The day of the Lord will come like a thief in the night.
Waiting makes up a great percentage of our lives. Waiting in lines, waiting for the mail, waiting for exam results, waiting for a check for services rendered. Some of this waiting is unavoidable; life isn’t instantaneous. But waiting is avoidable if our brains are operative – as when I was to wait for my wife at a precise hour at a downtown intersection in Oakland where her associate would drop her off from a workshop in Santa Cruz. One, two, three hours went by and no wife. So why didn’t I track down her driver on my cell phone? I didn’t have one! In despair I finally decided to drive away when my wife appeared in my side view mirror running down the sidewalk after me. Her driver had deposited Jane at the correct time but at an intersection a block away – so that both of us waited three hours for each other. (Please, Tom Haeuser, reserve you comments.)
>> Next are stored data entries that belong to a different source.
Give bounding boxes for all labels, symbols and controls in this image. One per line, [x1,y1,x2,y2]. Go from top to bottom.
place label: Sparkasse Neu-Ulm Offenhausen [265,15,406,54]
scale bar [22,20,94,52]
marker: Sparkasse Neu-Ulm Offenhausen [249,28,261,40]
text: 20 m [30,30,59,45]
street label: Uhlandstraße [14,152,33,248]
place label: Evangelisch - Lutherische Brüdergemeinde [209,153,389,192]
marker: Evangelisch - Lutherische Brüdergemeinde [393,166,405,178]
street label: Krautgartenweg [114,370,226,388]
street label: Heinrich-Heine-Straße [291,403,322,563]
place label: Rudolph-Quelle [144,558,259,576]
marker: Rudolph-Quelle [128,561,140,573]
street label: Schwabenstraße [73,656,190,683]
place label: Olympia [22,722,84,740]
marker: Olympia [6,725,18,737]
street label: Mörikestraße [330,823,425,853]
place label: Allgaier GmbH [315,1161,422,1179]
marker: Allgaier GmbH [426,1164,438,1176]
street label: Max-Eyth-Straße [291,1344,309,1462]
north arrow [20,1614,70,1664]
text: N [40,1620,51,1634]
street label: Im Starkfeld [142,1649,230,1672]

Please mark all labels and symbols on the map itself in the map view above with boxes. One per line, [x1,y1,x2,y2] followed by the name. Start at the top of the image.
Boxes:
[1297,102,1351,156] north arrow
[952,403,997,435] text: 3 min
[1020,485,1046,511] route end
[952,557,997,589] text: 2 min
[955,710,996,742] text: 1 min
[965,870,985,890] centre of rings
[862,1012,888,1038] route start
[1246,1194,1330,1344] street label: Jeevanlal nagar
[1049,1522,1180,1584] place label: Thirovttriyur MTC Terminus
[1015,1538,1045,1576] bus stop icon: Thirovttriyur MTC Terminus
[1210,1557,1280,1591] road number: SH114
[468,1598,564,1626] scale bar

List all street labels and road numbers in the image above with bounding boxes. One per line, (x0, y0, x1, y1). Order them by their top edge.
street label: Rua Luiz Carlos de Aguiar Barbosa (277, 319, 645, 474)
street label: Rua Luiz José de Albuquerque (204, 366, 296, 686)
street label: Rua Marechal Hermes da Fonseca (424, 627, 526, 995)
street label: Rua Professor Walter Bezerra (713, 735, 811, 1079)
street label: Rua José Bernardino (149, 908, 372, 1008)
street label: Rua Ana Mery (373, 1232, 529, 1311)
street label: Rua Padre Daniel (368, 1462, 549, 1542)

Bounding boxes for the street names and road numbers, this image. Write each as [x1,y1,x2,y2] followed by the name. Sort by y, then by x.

Advent plays upon our waiting for God to intervene in our world, in our lives. We are told to be ready. Indeed we plead with God to “rend the heavens and come down.” This Sunday’s readings tell us to lay out a smooth path (within our minds and souls) to facilitate God’s rapid redemptive arrival among us. We are told to stay awake for he could come at any time. John the Baptist plays the herald’s role. All serves to set up great expectations among us.
Which reminds one of Dickens’ novel Great Expectations. It’s all about a poor orphan named Pip who in the opening scene provides food and drink to an escaped convict. The convict is recaptured and Pip returns to his sister’s home. Then surprise enters his life. A lawyer comes to announce “great expectations” when Pip comes of age. Pip thinks the mysterious source of his “great expectations” is Miss Havisham, an old, wealthy, once jilted bride with whom he keeps company on occasion. And indeed, when he does become a young man, he is brought to London where the lawyer trains him to become a gentleman to befit his guaranteed bright future.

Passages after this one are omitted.